May 17, 2021
It’s a bit odd when the party claiming to be for everyone – the Democratic Party – wants to eliminate a law from 1954 that benefits almost all Americans. But here we are.
President Biden, along with Democrats in the House and Senate, want to eliminate the “stepped-up basis rule” for inherited property. It’s a recent strategy that spins a new revenue source out of thin air. But if it’s successful, millions of middle-class families could suffer financially.
Here’s how it works. Suppose your parents bought a home years ago for $50,000 and it’s now worth $200,000. If they give you the home prior to their death, your cost basis is $50,000. If you sold the home for $200,000, you’d pay a capital gains tax on the profit of $150,000.

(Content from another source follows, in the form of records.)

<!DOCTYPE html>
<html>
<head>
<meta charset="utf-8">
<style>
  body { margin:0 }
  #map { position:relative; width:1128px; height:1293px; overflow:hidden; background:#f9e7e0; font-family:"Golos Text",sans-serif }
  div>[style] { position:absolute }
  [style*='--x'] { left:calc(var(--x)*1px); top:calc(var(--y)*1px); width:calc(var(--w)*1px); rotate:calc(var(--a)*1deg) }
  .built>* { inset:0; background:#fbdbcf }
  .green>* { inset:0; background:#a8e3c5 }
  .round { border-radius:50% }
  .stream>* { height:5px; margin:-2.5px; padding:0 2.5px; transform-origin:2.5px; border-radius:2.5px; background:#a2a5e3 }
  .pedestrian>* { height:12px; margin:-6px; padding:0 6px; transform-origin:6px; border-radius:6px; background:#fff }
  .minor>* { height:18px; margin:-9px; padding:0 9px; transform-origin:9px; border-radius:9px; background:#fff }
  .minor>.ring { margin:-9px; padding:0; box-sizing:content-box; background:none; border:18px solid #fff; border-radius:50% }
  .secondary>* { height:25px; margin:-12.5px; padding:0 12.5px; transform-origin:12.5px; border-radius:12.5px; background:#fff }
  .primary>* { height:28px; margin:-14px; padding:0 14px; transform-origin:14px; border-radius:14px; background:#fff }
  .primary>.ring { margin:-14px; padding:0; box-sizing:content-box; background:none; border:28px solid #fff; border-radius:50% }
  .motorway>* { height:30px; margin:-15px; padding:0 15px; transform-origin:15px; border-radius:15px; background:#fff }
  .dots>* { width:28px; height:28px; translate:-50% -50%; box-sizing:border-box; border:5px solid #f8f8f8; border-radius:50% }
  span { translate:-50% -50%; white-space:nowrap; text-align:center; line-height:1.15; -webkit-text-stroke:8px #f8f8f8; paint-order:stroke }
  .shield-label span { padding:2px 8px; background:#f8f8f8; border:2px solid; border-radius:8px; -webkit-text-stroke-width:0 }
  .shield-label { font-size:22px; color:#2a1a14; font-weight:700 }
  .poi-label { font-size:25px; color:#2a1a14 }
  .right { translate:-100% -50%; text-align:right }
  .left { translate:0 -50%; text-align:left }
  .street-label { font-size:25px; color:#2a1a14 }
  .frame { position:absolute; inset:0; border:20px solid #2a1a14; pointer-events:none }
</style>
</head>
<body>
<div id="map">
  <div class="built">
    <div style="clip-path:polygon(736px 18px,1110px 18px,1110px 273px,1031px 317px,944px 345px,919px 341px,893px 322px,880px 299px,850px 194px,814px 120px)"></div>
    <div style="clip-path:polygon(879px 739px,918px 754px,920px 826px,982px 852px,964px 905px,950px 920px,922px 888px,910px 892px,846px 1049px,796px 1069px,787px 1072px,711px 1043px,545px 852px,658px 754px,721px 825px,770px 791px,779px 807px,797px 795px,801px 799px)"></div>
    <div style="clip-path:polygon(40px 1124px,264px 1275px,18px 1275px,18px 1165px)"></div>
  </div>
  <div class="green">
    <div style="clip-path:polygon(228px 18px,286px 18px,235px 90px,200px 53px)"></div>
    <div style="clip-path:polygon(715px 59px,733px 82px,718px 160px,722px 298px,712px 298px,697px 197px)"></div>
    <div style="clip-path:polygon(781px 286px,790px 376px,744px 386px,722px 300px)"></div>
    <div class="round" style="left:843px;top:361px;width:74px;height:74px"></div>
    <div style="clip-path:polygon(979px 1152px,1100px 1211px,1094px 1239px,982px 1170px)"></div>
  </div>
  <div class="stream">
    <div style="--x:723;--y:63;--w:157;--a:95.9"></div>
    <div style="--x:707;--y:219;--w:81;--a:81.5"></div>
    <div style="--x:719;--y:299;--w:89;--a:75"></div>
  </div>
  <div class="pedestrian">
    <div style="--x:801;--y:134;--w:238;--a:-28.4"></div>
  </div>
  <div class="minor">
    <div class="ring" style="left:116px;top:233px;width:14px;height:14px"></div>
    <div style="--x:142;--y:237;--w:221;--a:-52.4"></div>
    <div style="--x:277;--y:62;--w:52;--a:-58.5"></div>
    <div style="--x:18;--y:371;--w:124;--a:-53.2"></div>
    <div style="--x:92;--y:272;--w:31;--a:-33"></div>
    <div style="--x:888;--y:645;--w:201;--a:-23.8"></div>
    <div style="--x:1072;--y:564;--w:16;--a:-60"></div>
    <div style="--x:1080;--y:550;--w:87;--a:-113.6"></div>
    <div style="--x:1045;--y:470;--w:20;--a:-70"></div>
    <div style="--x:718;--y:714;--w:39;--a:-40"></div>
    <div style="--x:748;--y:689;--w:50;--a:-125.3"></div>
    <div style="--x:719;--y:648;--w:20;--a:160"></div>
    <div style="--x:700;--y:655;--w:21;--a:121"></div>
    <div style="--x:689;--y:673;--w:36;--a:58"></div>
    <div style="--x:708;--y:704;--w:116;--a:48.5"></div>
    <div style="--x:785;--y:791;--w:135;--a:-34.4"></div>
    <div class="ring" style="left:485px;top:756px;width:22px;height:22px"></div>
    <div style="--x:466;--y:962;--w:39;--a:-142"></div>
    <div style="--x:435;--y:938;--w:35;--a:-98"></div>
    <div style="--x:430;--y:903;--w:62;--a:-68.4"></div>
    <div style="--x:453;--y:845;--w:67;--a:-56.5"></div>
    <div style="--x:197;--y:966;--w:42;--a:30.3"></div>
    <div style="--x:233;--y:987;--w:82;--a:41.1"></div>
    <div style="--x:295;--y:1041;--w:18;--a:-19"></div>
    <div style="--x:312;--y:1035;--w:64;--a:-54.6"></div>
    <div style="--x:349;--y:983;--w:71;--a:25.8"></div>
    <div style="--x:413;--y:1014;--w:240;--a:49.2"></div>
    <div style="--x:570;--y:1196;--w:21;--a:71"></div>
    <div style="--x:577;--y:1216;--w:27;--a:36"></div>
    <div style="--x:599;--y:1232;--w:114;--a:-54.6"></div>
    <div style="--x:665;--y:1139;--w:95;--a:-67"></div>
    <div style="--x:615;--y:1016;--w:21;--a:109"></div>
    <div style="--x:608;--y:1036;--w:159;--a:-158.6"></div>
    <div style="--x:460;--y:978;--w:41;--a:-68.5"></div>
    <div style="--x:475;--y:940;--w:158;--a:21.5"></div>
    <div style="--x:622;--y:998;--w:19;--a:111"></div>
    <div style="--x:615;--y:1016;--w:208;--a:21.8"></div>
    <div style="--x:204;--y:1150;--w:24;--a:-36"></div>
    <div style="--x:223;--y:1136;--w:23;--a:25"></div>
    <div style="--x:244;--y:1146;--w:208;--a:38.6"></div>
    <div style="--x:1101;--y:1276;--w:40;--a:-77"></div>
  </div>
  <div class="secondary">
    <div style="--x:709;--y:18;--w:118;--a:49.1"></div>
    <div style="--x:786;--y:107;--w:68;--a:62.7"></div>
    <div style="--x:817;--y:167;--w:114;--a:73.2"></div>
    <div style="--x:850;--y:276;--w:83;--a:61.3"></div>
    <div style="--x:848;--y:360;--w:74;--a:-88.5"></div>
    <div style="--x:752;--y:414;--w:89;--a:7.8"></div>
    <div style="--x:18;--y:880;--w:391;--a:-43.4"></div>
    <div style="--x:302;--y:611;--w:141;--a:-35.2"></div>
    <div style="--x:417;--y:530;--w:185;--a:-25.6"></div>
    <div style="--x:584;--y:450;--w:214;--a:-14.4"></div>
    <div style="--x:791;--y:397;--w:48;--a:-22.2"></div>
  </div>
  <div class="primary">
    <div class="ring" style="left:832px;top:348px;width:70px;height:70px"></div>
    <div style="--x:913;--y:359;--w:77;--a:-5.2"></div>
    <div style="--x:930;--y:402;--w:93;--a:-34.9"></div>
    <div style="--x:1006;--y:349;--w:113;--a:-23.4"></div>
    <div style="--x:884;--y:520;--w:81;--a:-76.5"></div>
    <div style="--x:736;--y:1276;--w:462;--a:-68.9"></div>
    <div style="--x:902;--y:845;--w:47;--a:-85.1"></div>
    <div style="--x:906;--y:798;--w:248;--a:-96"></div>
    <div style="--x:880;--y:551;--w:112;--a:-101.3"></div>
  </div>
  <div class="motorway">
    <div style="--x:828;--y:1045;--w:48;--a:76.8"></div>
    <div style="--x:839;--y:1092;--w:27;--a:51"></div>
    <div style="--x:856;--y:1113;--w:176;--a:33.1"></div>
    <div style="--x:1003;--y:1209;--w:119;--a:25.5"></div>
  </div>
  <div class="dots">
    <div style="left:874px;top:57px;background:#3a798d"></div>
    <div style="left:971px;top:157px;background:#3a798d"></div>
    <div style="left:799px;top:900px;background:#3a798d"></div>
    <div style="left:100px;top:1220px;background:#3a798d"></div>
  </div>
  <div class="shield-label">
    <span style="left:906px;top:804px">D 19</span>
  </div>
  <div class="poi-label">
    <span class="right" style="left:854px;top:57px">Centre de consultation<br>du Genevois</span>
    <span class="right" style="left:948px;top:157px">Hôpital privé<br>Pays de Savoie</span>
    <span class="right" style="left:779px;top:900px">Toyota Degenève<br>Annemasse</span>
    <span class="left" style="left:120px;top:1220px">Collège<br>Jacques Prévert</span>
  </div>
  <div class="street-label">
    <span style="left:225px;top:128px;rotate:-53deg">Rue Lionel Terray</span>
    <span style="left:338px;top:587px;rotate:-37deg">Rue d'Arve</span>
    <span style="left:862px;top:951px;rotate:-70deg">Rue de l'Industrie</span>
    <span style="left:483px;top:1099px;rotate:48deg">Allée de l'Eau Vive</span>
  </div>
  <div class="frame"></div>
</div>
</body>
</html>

If you instead inherited the house, your cost basis would be equal to the fair market value of the property at the date of death – in this example, $200,000. If you sold the property for $200,000, there would be no capital gains tax because there is no gain as the cost basis was “stepped up” from $50,000 to $200,000.
This rule absolutely does not apply only to rich people. Every American taxpayer enjoys the benefit of a “stepped-up basis” on inherited property. If it were repealed entirely, all gains on inherited property would be taxed at the capital gains rate. There would also probably be valuation issues.
Why the recent attacks on this rule? According to Gallup, as of 2017, 82% of Americans over age 65 owned their home, the highest rate of homeownership for any age group. Since property is most often passed to heirs, it seems we’re due for a gigantic transfer of wealth in the years just ahead, and the government wants in on the action.